> [Data supplied]:
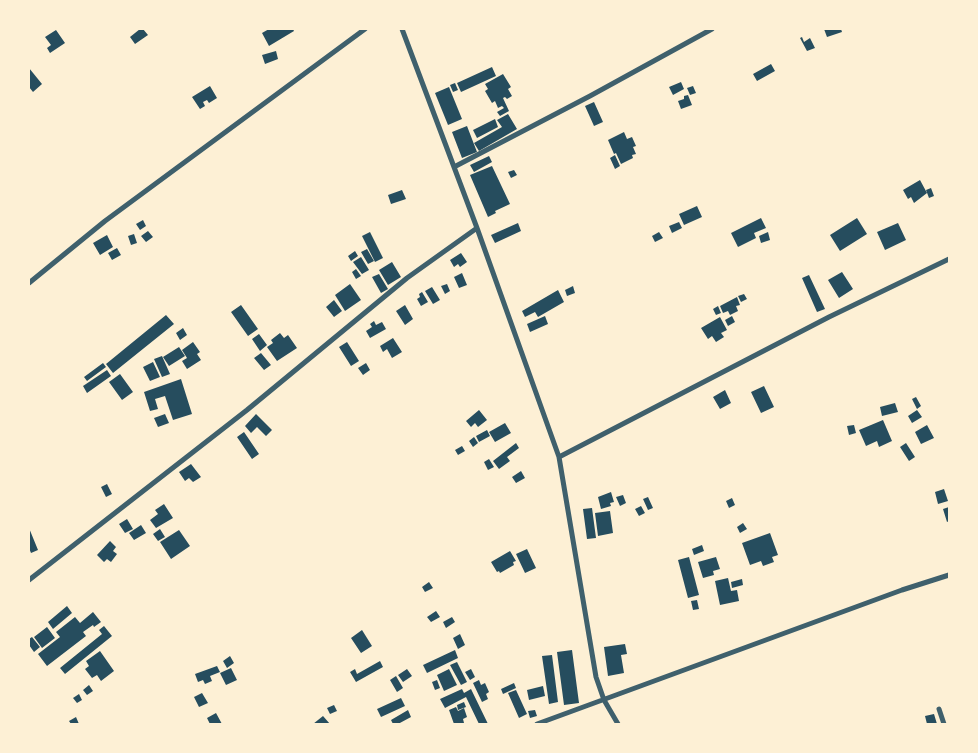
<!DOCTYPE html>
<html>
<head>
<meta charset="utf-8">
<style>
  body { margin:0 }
  #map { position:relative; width:978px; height:753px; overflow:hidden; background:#fdf0d5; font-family:"Noto Sans",sans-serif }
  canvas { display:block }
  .frame { position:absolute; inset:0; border:30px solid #fdf0d5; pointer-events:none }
</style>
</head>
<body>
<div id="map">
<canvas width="978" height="753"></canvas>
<div class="frame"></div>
</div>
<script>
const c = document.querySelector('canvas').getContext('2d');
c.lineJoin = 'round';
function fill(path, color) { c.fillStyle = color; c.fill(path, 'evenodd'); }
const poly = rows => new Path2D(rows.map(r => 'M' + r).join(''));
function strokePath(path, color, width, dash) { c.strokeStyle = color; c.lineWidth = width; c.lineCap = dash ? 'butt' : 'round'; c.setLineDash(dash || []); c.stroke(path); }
const building = poly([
  [140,29,143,29,148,35,135,44,130,37],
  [269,29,293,29,294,31,269,46,262,33],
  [824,29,841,29,842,32,827,37],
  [56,30,65,43,50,53,47,48,51,45,45,37],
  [802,37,804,42,810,38,815,48,807,51,800,38],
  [276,51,278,59,265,64,262,55],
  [771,64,775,71,757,81,753,74],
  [492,67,496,76,461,92,457,83],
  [29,68,42,84,33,92,29,87],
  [503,74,511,87,508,89,512,96,507,99,505,97,503,98,509,111,500,116,497,112,504,108,502,106,498,108,495,101,492,103,485,91,488,89,485,84],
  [681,82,684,89,673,95,669,87],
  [455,83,458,90,453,92,450,85],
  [210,86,217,98,209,103,207,100,203,102,205,106,200,109,192,97],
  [693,86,696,93,690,95,687,88],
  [449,87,462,119,448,125,435,93],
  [688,95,692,105,681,109,678,101,684,99,684,96],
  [594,102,603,122,594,126,585,106],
  [508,114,517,129,479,151,474,143,502,127,497,120],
  [495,119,498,127,477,138,473,130],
  [467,126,477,152,462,158,452,132],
  [624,132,627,139,632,137,636,146,633,147,636,154,632,155,633,158,621,164,616,153,614,154,608,140],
  [615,155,620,166,615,169,610,158],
  [489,156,492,162,474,172,470,165],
  [492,166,510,204,495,211,496,213,488,217,470,175],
  [514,170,517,175,511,178,508,172],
  [920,180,927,193,914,203,911,197,908,199,903,190],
  [931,188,934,196,929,198,926,190],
  [402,190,406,199,391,204,388,195],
  [697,206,702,217,684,225,679,214],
  [761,218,766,228,754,233,756,238,738,247,731,233],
  [857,218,867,234,840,251,830,235],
  [143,220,146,226,140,230,136,224],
  [679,222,682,228,672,233,669,226],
  [518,223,521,231,495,243,491,235],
  [898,223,906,240,885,250,877,232],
  [148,231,153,237,146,242,141,236],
  [370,232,383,258,375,262,362,236],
  [659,232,663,238,655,242,652,236],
  [768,232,770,240,761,243,759,236],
  [134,234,137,243,131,245,128,236],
  [107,235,113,247,100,255,93,243],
  [117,248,121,255,112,260,108,253],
  [367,249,374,261,368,264,361,252],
  [355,251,358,256,351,261,348,256],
  [461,253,467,262,460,267,458,264,454,267,450,260],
  [361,257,369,270,362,274,353,262],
  [392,262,401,277,388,285,379,270],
  [356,269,361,276,356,279,352,272],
  [842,272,853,289,839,298,828,280],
  [462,273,467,285,459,288,454,277],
  [379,274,388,289,381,293,372,277],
  [809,275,825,309,817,312,802,278],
  [350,284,361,300,345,311,335,295],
  [447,284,450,291,445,294,441,286],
  [573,286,575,293,567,296,565,290],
  [432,287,440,300,433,304,425,291],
  [558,290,564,302,538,317,535,312,525,317,522,311],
  [422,292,428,302,421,306,417,299,420,297,419,294],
  [744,294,747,299,741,302,738,296],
  [737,297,740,305,736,306,738,311,730,315,728,311,723,313,720,306],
  [334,300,342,311,334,317,326,307],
  [241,305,258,329,248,336,231,312],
  [405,305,413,319,405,325,396,311],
  [718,306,721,313,716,315,713,309],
  [166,315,174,324,113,373,106,364],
  [545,316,548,324,530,332,527,324],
  [732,316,735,322,728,326,725,320],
  [720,317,727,330,721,333,724,337,716,342,712,336,708,339,701,328],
  [374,321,376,325,382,322,386,329,370,338,366,331,372,327,370,324],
  [183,328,187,335,180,340,176,333],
  [280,333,284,338,288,335,297,348,277,361,267,347,273,343,271,340],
  [259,334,267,345,260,351,252,339],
  [393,338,402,352,392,358,387,349,383,352,380,346],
  [193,342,200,352,197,354,201,360,187,369,182,361,187,358,182,350],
  [347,342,359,361,351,366,339,347],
  [179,347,185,356,169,366,163,357],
  [261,353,271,365,264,370,254,358],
  [162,356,170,374,162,377,154,359],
  [153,362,160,377,150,381,143,367],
  [103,363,106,367,87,381,84,377],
  [366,363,370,370,363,375,358,368],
  [107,370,111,376,87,393,83,386],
  [120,374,133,392,122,400,109,382],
  [181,379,192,414,173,420,165,396,155,399,158,409,150,411,144,392],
  [764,386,774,407,761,413,751,392],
  [725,390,731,403,720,409,713,397],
  [916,397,921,406,917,409,912,399],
  [895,403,898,412,882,416,880,407],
  [479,410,487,420,478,427,475,423,471,427,466,421],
  [917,410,922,417,912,423,908,416],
  [165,414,169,423,158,427,154,418],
  [256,414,272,430,266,436,257,427,251,433,245,426],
  [883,420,892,441,879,447,877,441,866,446,859,430],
  [505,423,511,433,495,442,489,432],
  [854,425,856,433,849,435,847,426],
  [927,425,934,438,921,444,915,432],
  [487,430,490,436,479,442,476,436],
  [244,432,259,454,252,459,237,437],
  [474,437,478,443,473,447,469,441],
  [516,443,519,448,507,457,510,461,499,469,493,461],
  [906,443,915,457,909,461,900,447],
  [462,446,465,451,458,455,455,450],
  [489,459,494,467,488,470,484,462],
  [191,464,201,477,193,482,189,478,185,481,179,472],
  [521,471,525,478,516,483,512,477],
  [107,484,112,494,106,497,101,487],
  [944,489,948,501,938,504,935,492],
  [611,492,614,502,610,503,611,506,601,509,598,497],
  [623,495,626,503,620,506,616,497],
  [648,497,653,508,648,510,643,499],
  [732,498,735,505,729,508,726,501],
  [164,504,173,518,156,528,150,520,158,514,155,510],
  [641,506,645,513,639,516,635,509],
  [949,507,949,521,947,522,943,509],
  [592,508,596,538,587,539,583,509],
  [610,511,613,533,598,536,595,513],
  [127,519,133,529,125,533,119,524],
  [743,523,747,529,740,533,737,527],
  [141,525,146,533,134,540,129,533],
  [29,528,38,550,31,553,29,548],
  [160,529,165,537,158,541,153,534],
  [179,530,190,546,171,559,160,542],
  [770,533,778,555,772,557,774,562,763,566,761,561,750,565,742,543],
  [110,541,116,547,113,551,117,554,111,562,107,559,104,562,97,555],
  [702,545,704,551,694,555,692,549],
  [527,549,536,568,525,573,516,554],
  [510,551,516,561,513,562,514,565,500,573,499,571,497,572,491,562],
  [689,557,699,595,688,598,678,560],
  [716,557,720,569,713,571,714,575,703,578,698,562],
  [728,578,731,591,737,590,739,601,720,605,715,581],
  [742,579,743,585,732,588,731,582],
  [429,582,433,588,425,592,422,587],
  [697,600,699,609,693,610,691,601],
  [67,606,72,613,53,629,48,622],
  [436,611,440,617,431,622,427,617],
  [93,612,101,622,94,627,93,625,83,632,86,636,47,666,38,654,60,637,56,632,75,617,80,623],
  [452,617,455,622,446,628,443,622],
  [104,626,112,636,65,674,60,668,102,634,99,630],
  [47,627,55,638,42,648,34,637],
  [362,630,372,646,361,653,351,638],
  [460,634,465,645,458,649,453,638],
  [32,637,40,647,34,652,29,645,29,639],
  [625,644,627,654,621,655,624,673,608,676,604,647],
  [455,650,458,658,427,673,423,665],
  [572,650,579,703,564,705,557,652],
  [100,651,114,671,101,681,97,675,92,678,85,669,89,666,86,661],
  [552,655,558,702,549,704,542,656],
  [230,656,234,663,227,668,223,661],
  [380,661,383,667,356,682,350,672,355,669,357,674],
  [457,662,467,682,461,685,450,665],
  [217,666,220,672,210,676,212,681,205,684,203,680,198,682,195,674],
  [231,668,237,680,226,685,220,673],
  [407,669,412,676,403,682,398,675],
  [449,669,457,685,444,691,437,675],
  [471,669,475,677,470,680,465,672],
  [396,676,403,688,397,692,390,680],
  [437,680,440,688,435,690,432,682],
  [479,680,481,685,485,683,489,692,486,694,488,699,482,702,473,683],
  [514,683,516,688,503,694,501,689],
  [89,685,93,691,87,695,83,690],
  [543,686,545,696,529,700,527,690],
  [462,689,464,693,471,689,488,724,479,724,466,697,445,708,440,699],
  [516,690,527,714,519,718,508,693],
  [202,693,208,703,199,707,194,697],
  [79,694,82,700,77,703,73,698],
  [401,698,405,706,381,717,377,709],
  [464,702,466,707,458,710,457,705],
  [334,705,337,711,330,714,327,708],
  [456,707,458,711,464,708,467,717,463,719,464,723,454,724,449,710],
  [408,710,411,717,398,724,393,724,391,720],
  [535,710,537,716,530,718,528,711],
  [216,713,222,724,210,724,207,718],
  [934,714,937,724,927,724,925,716],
  [323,716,330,724,313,724],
  [76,717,79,724,71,724,69,721]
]);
const minor = poly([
  [402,29,477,228,559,457,596,677,604,700,618,724],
  [454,167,590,96,712,29],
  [29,283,105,221,365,29],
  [559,457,829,317,949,259],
  [29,580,247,410,407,278,477,228],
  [939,709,944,724],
  [537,724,902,590,949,575]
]);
fill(building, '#264d5e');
strokePath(minor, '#3f606c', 5);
</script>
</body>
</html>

> [The problem]: The answer must be the lines above, word for word, from the first one through the line with "const poly = rows", pictures excluded.

> [Response to the task]:
<!DOCTYPE html>
<html>
<head>
<meta charset="utf-8">
<style>
  body { margin:0 }
  #map { position:relative; width:978px; height:753px; overflow:hidden; background:#fdf0d5; font-family:"Noto Sans",sans-serif }
  canvas { display:block }
  .frame { position:absolute; inset:0; border:30px solid #fdf0d5; pointer-events:none }
</style>
</head>
<body>
<div id="map">
<canvas width="978" height="753"></canvas>
<div class="frame"></div>
</div>
<script>
const c = document.querySelector('canvas').getContext('2d');
c.lineJoin = 'round';
function fill(path, color) { c.fillStyle = color; c.fill(path, 'evenodd'); }
const poly = rows => new Path2D(rows.map(r => 'M' + r).join(''));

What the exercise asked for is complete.